*To do*.
Whenever "Build" appears in a line, please copy that line from the data.

##############################

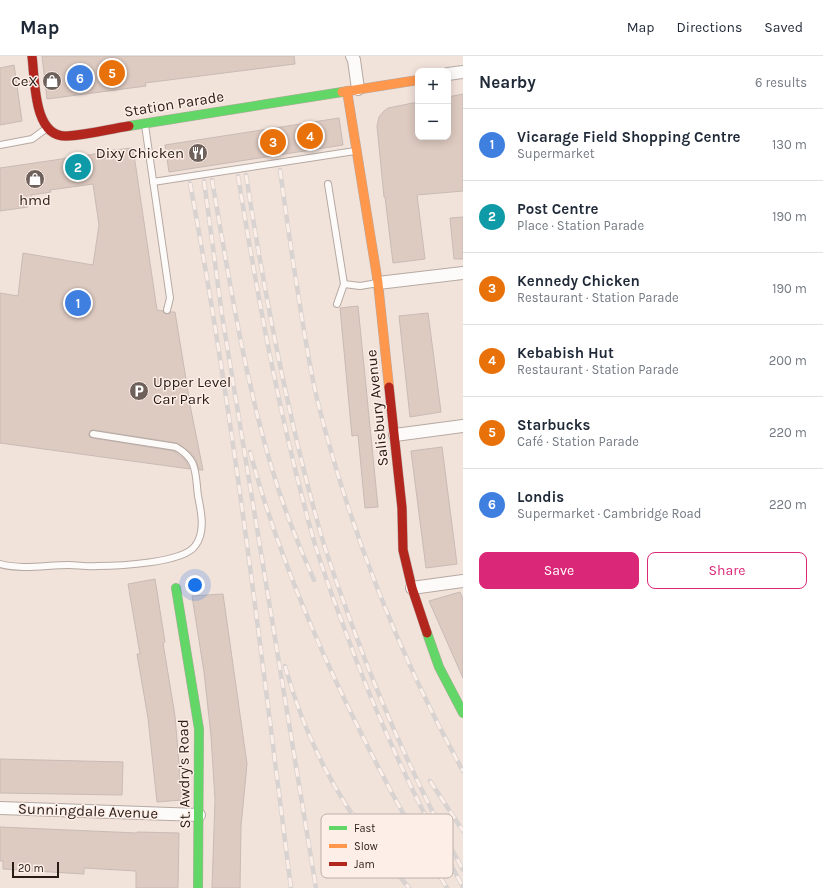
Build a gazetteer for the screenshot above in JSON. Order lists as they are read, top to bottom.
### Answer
{
  "streets": {
    "street": [
      "Station Parade",
      "Salisbury Avenue",
      "St. Awdry's Road",
      "Sunningdale Avenue"
    ]
  },
  "crossings": [
    ["Station Parade", "Salisbury Avenue"],
    ["St. Awdry's Road", "Sunningdale Avenue"]
  ],
  "places": {
    "shop": ["CeX", "hmd"],
    "restaurant": ["Dixy Chicken"],
    "parking": ["Upper Level Car Park"]
  },
  "legend": ["Fast", "Slow", "Jam"],
  "scale_bar": "20 m",
  "page": {
    "header": "Map",
    "nav": ["Map", "Directions", "Saved"],
    "heading": ["Nearby", "6 results"],
    "pins": [
      "5",
      "6",
      "4",
      "3",
      "2",
      "1"
    ],
    "map_buttons": ["+", "−"],
    "list": [
      {
        "mark": "1",
        "name": "Vicarage Field Shopping Centre",
        "note": "Supermarket",
        "value": "130 m"
      },
      {
        "mark": "2",
        "name": "Post Centre",
        "note": "Place · Station Parade",
        "value": "190 m"
      },
      {
        "mark": "3",
        "name": "Kennedy Chicken",
        "note": "Restaurant · Station Parade",
        "value": "190 m"
      },
      {
        "mark": "4",
        "name": "Kebabish Hut",
        "note": "Restaurant · Station Parade",
        "value": "200 m"
      },
      {
        "mark": "5",
        "name": "Starbucks",
        "note": "Café · Station Parade",
        "value": "220 m"
      },
      {
        "mark": "6",
        "name": "Londis",
        "note": "Supermarket · Cambridge Road",
        "value": "220 m"
      }
    ],
    "buttons": ["Save", "Share"],
    "scale": "20 m"
  }
}
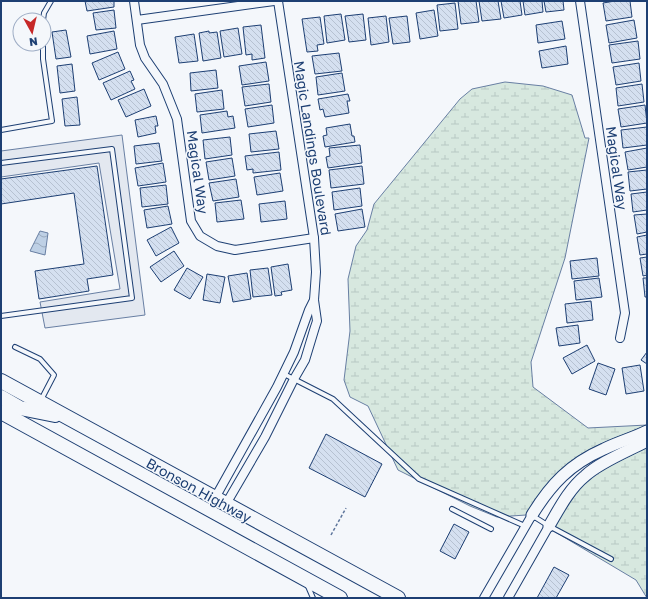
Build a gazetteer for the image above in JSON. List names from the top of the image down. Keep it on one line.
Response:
{"streets":{"highway":["Bronson Highway"],"street":["Magic Landings Boulevard","Magical Way"]},"crossings":[["Magic Landings Boulevard","Magical Way"],["Magic Landings Boulevard","Bronson Highway"]],"north":"bottom"}
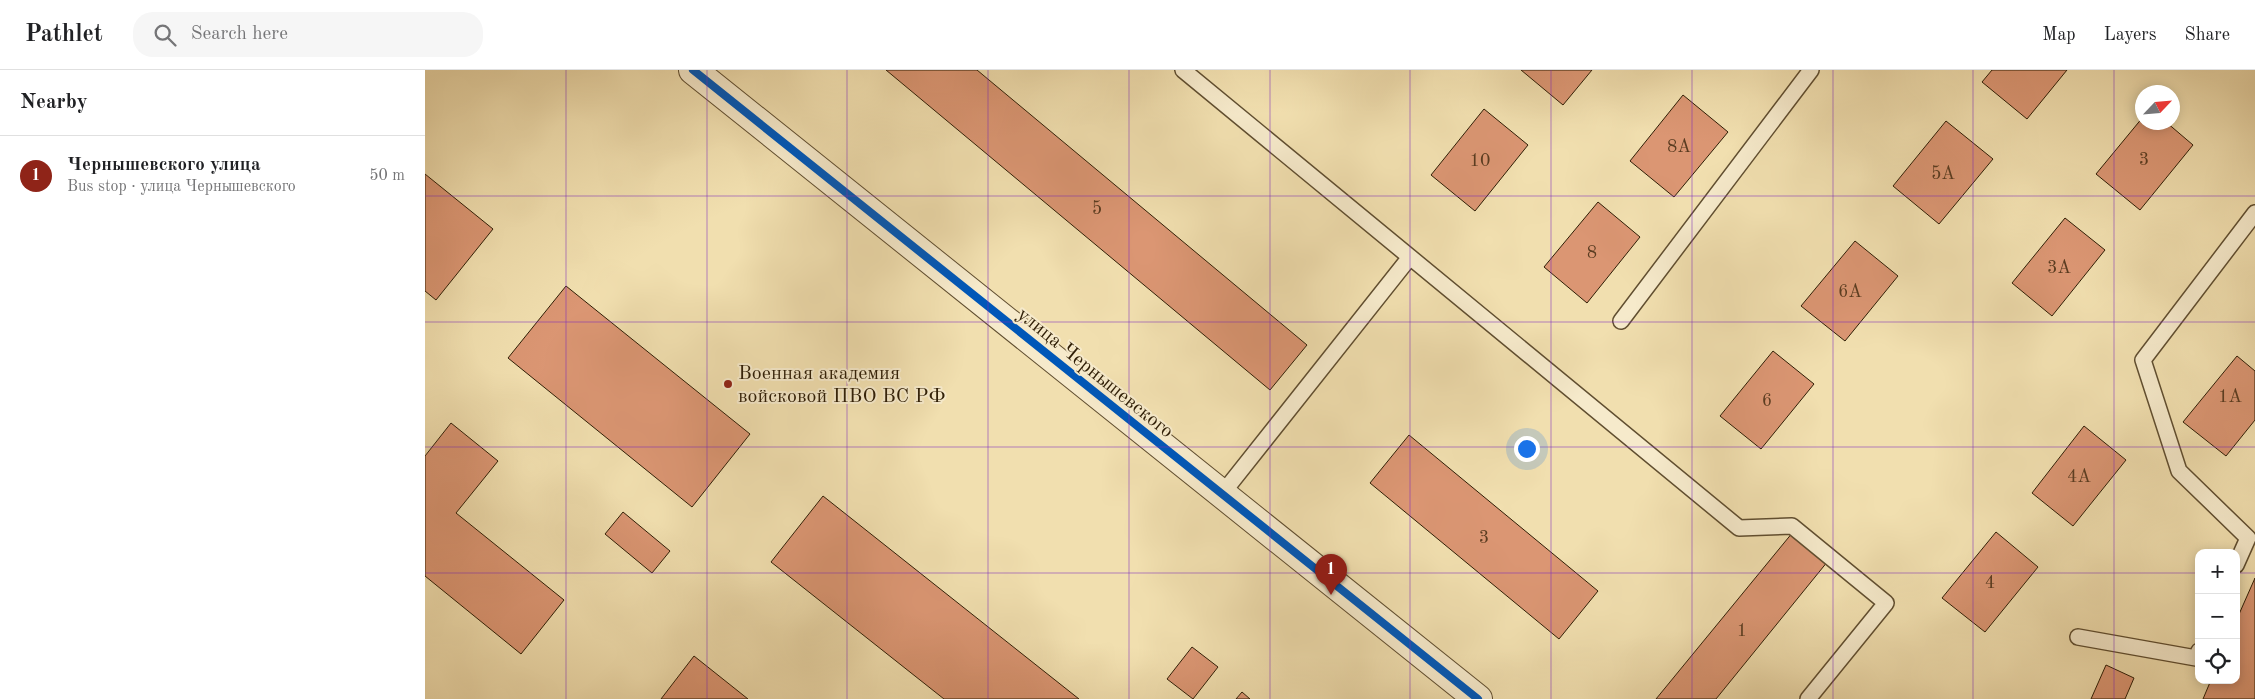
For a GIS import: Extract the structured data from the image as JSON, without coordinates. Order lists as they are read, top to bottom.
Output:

##############################

*Exercise answer*.
Build a gazetteer for the screenshot above in JSON. Order lists as they are read, top to bottom.
Build a gazetteer for the image above in JSON. List names from the top of the image down. Keep it on one line.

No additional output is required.